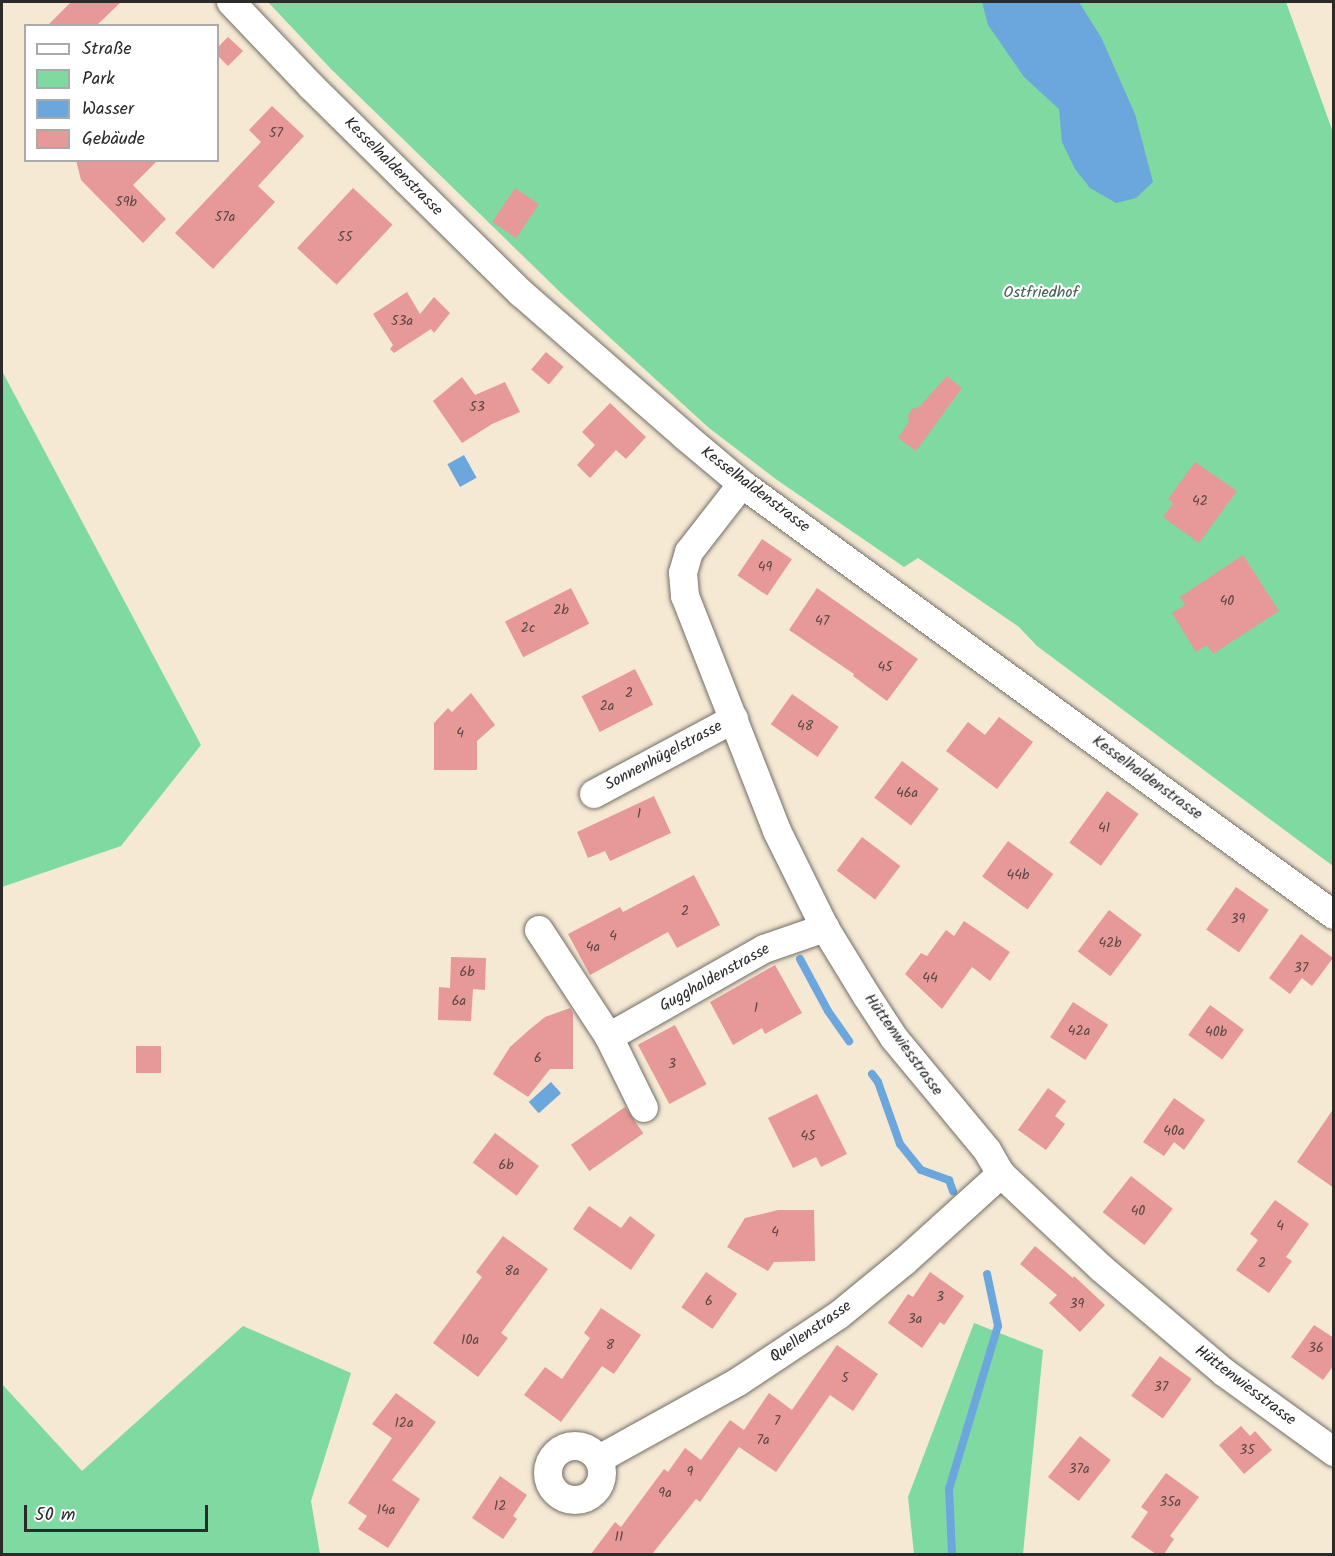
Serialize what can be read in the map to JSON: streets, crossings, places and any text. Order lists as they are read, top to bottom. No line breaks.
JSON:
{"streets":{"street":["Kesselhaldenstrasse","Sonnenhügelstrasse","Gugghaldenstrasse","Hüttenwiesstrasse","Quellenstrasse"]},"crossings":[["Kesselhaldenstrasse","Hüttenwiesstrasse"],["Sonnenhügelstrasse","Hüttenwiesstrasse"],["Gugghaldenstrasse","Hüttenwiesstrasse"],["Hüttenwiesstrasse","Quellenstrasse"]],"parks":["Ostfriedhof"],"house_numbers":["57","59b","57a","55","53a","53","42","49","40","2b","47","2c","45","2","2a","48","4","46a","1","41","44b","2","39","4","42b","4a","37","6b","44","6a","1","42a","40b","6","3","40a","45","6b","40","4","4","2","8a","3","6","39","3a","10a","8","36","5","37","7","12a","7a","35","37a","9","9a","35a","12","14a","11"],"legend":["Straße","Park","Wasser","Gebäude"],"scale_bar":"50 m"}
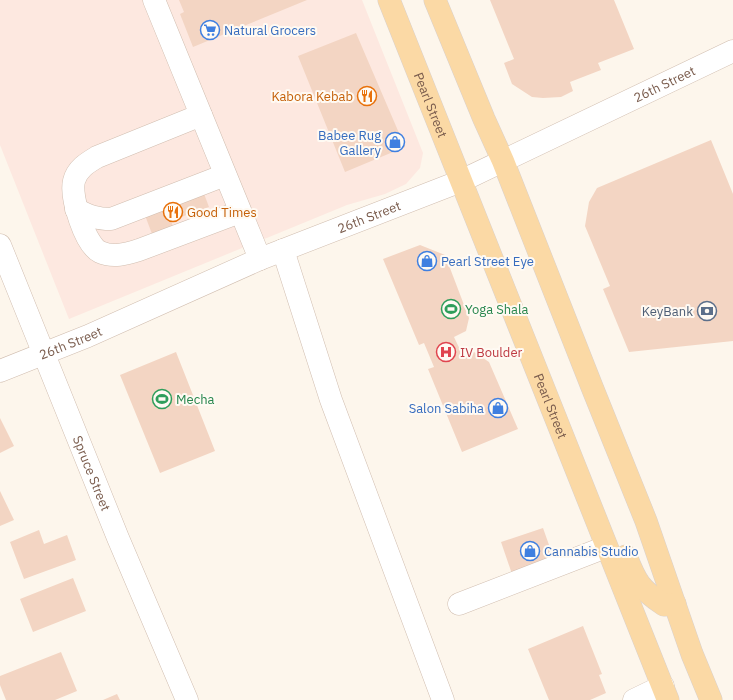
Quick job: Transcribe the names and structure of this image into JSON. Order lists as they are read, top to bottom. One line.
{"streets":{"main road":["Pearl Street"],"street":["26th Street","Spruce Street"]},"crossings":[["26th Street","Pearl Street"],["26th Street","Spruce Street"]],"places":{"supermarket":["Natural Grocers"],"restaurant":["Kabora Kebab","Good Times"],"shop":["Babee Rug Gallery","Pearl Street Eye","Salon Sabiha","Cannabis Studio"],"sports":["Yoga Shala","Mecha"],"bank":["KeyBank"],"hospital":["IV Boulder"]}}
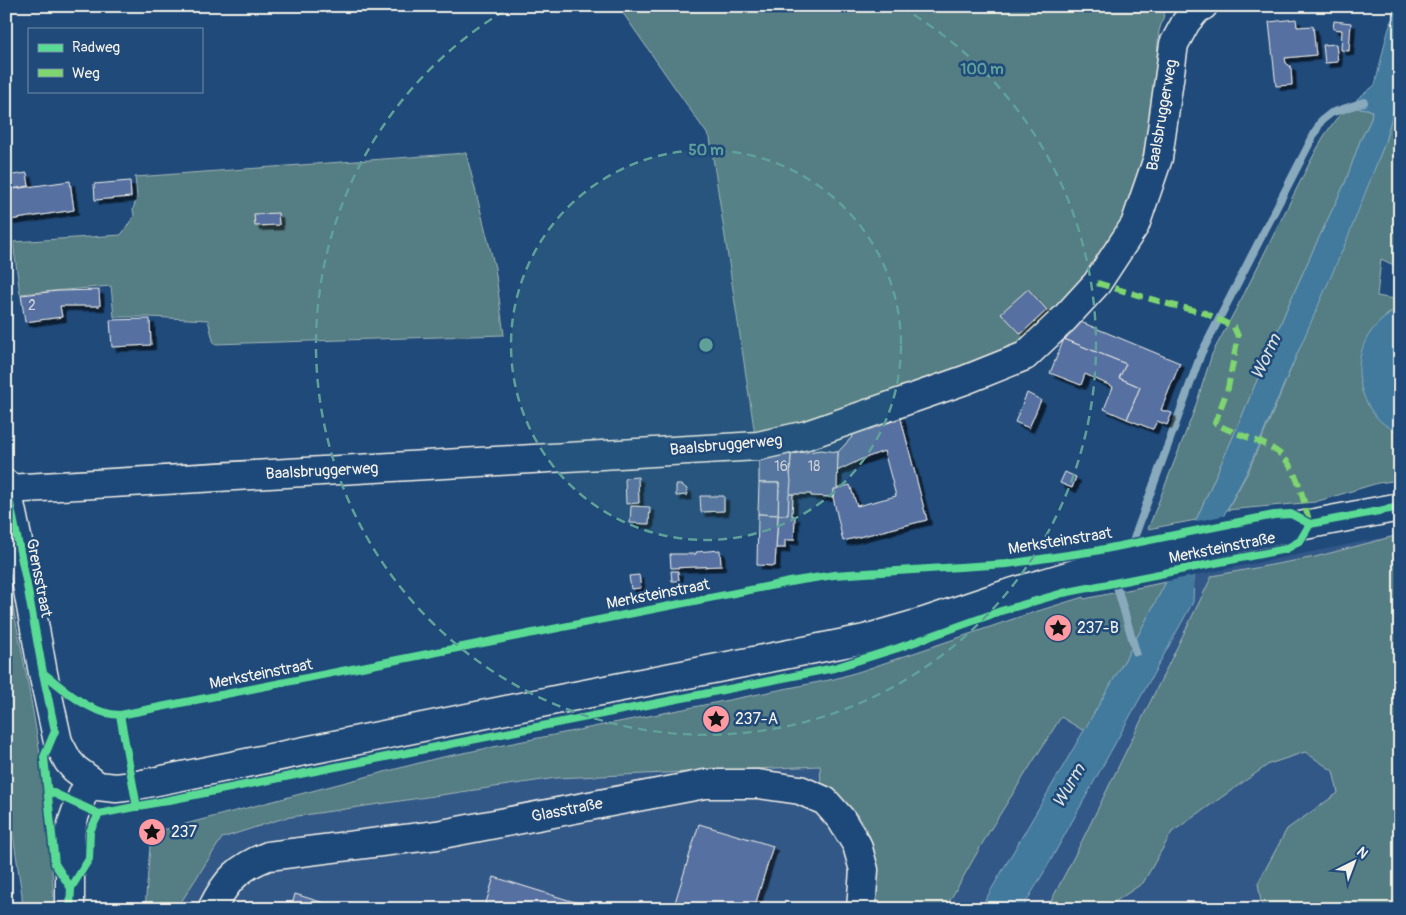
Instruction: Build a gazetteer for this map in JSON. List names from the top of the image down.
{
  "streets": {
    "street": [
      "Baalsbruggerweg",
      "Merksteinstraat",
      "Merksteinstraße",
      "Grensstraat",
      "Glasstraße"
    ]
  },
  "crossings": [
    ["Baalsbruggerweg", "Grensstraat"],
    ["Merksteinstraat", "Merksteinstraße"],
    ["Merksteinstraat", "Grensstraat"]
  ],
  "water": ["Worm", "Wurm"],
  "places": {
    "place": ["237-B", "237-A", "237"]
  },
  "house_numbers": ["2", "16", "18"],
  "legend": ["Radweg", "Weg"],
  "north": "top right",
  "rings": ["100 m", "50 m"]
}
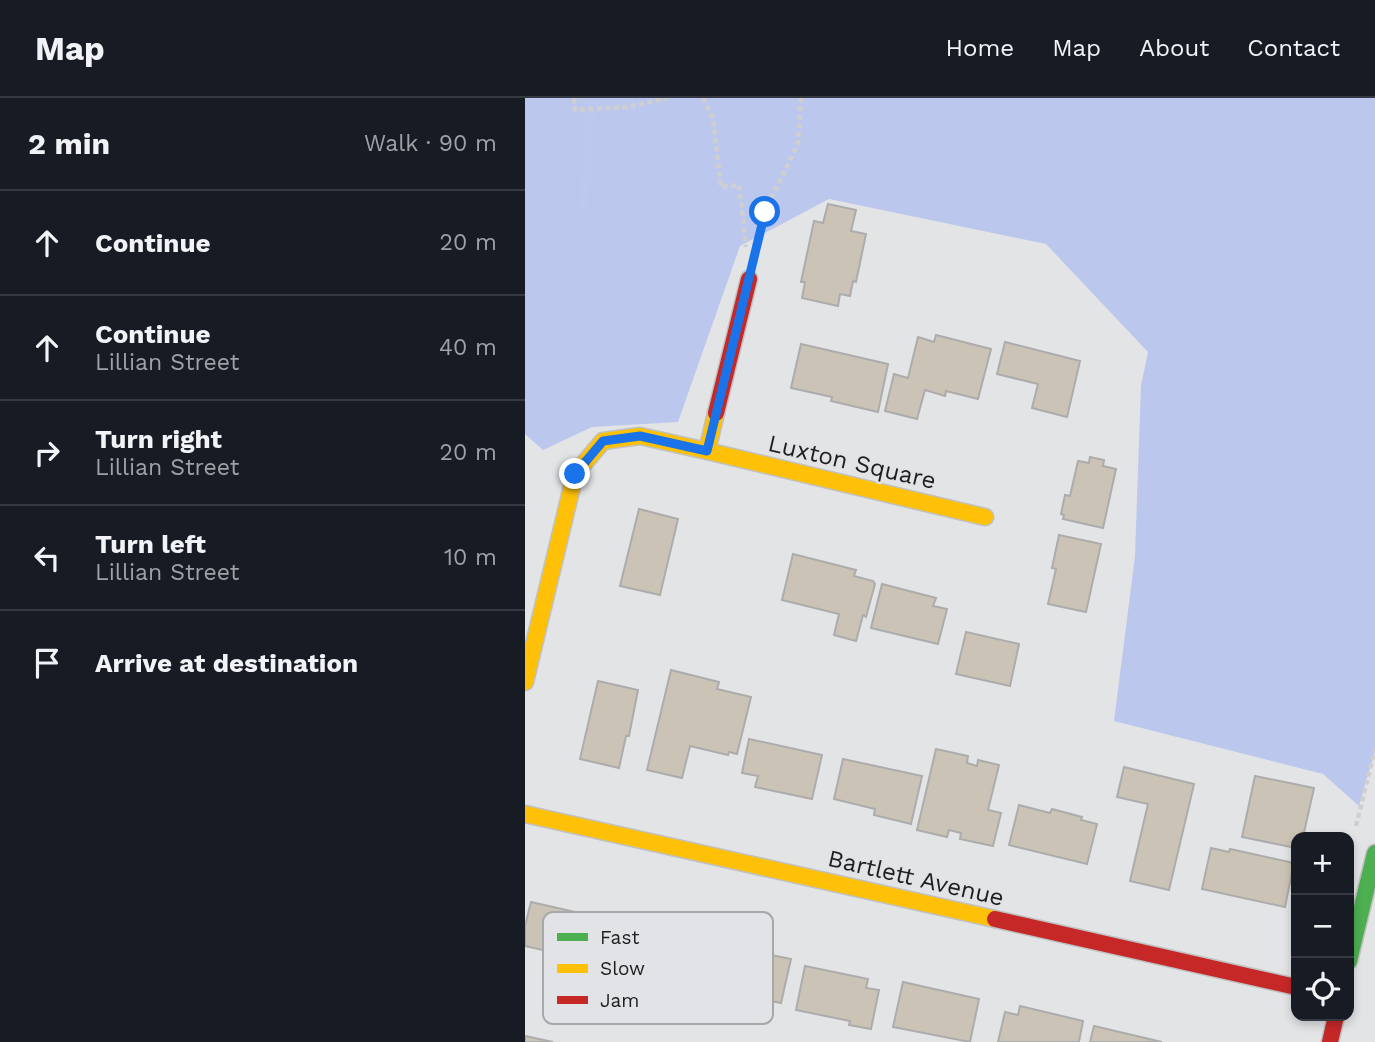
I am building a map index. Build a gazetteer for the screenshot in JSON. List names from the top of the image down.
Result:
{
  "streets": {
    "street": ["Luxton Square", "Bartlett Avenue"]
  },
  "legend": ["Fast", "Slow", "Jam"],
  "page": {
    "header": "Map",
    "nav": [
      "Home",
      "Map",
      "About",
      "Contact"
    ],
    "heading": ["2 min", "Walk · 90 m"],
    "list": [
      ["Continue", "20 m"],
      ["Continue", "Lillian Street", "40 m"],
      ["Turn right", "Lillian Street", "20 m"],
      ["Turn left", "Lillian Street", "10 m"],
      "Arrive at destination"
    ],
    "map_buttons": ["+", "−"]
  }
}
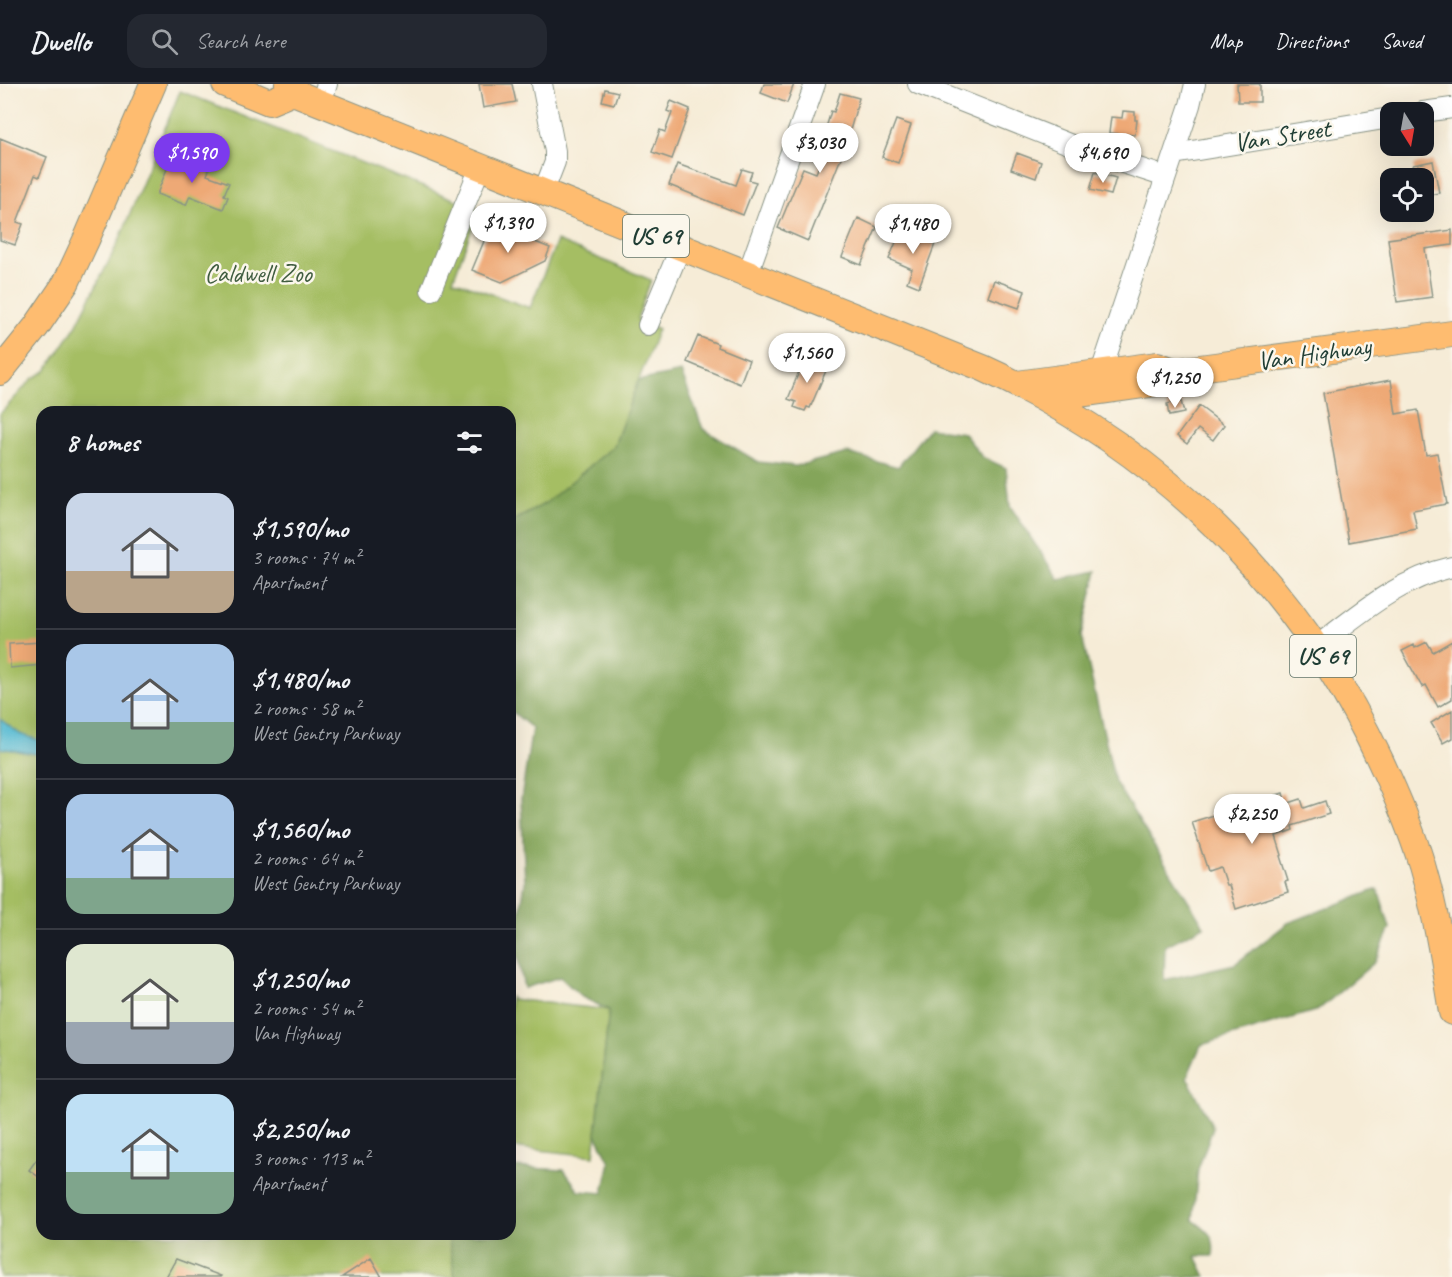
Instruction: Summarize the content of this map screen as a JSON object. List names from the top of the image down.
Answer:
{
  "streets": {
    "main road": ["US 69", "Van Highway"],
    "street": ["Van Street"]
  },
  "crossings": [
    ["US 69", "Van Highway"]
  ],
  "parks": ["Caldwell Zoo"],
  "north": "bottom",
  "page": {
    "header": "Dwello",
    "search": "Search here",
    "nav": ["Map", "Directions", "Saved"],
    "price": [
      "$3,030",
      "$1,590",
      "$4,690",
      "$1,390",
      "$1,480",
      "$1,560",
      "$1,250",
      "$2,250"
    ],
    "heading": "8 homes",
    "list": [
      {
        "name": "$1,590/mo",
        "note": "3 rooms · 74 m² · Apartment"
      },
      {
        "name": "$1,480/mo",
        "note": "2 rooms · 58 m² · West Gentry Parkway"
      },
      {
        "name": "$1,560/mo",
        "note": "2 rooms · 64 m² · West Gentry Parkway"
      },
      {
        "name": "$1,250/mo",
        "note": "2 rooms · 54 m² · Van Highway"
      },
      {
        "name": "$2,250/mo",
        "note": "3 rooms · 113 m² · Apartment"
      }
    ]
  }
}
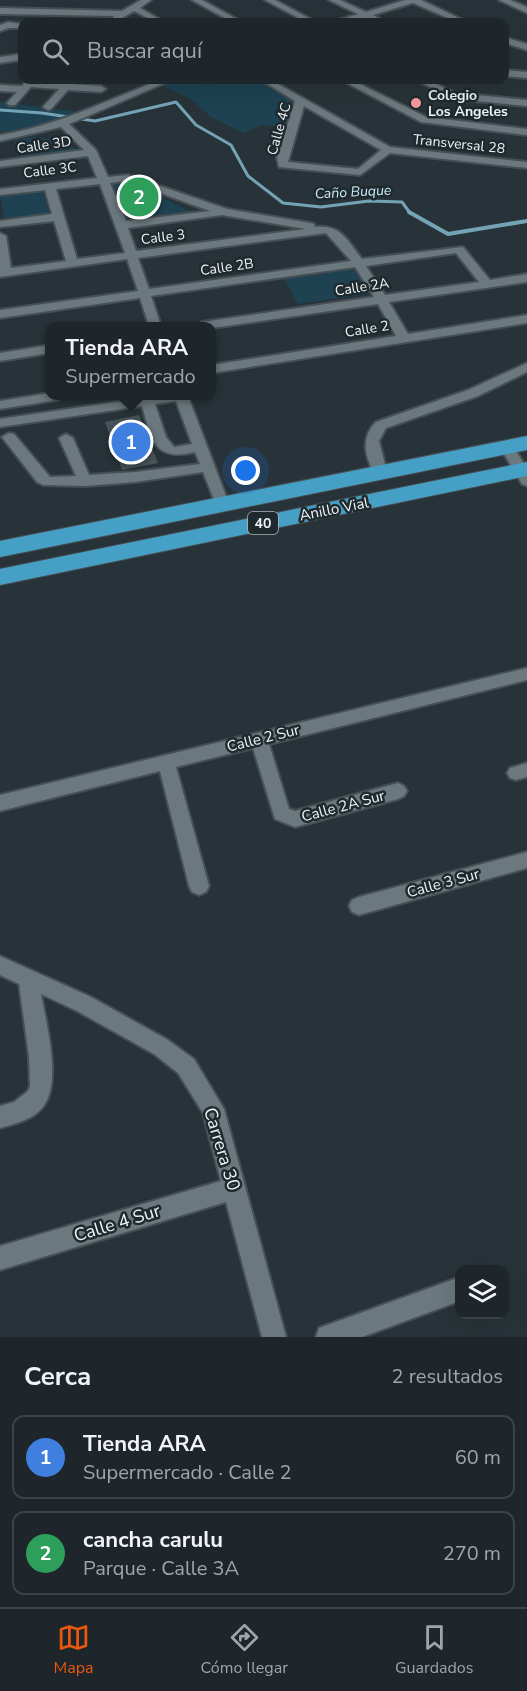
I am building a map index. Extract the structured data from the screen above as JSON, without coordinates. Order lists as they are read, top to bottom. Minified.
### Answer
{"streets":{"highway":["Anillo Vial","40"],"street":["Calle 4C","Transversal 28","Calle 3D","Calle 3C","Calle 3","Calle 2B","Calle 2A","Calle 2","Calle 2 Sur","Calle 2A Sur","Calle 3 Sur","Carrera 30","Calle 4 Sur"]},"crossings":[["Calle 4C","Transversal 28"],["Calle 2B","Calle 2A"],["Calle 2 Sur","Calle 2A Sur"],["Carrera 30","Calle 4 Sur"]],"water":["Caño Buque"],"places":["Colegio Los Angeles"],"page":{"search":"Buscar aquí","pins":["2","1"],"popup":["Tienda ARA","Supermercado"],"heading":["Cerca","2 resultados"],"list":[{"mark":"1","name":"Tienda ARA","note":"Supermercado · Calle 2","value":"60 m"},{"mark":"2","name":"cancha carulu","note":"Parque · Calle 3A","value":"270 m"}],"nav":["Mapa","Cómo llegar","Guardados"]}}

_Work request_:
Give back the exact lines above, running from the one that has "Instruction: Build a" through the one that has "I am building a map index. Build", with nothing added and no pictures.

_Answer below_:
Instruction: Build a gazetteer for this map in JSON. List names from the top of the image down.
{
  "streets": {
    "street": [
      "Baalsbruggerweg",
      "Merksteinstraat",
      "Merksteinstraße",
      "Grensstraat",
      "Glasstraße"
    ]
  },
  "crossings": [
    ["Baalsbruggerweg", "Grensstraat"],
    ["Merksteinstraat", "Merksteinstraße"],
    ["Merksteinstraat", "Grensstraat"]
  ],
  "water": ["Worm", "Wurm"],
  "places": {
    "place": ["237-B", "237-A", "237"]
  },
  "house_numbers": ["2", "16", "18"],
  "legend": ["Radweg", "Weg"],
  "north": "top right",
  "rings": ["100 m", "50 m"]
}
I am building a map index. Build a gazetteer for the screenshot in JSON. List names from the top of the image down.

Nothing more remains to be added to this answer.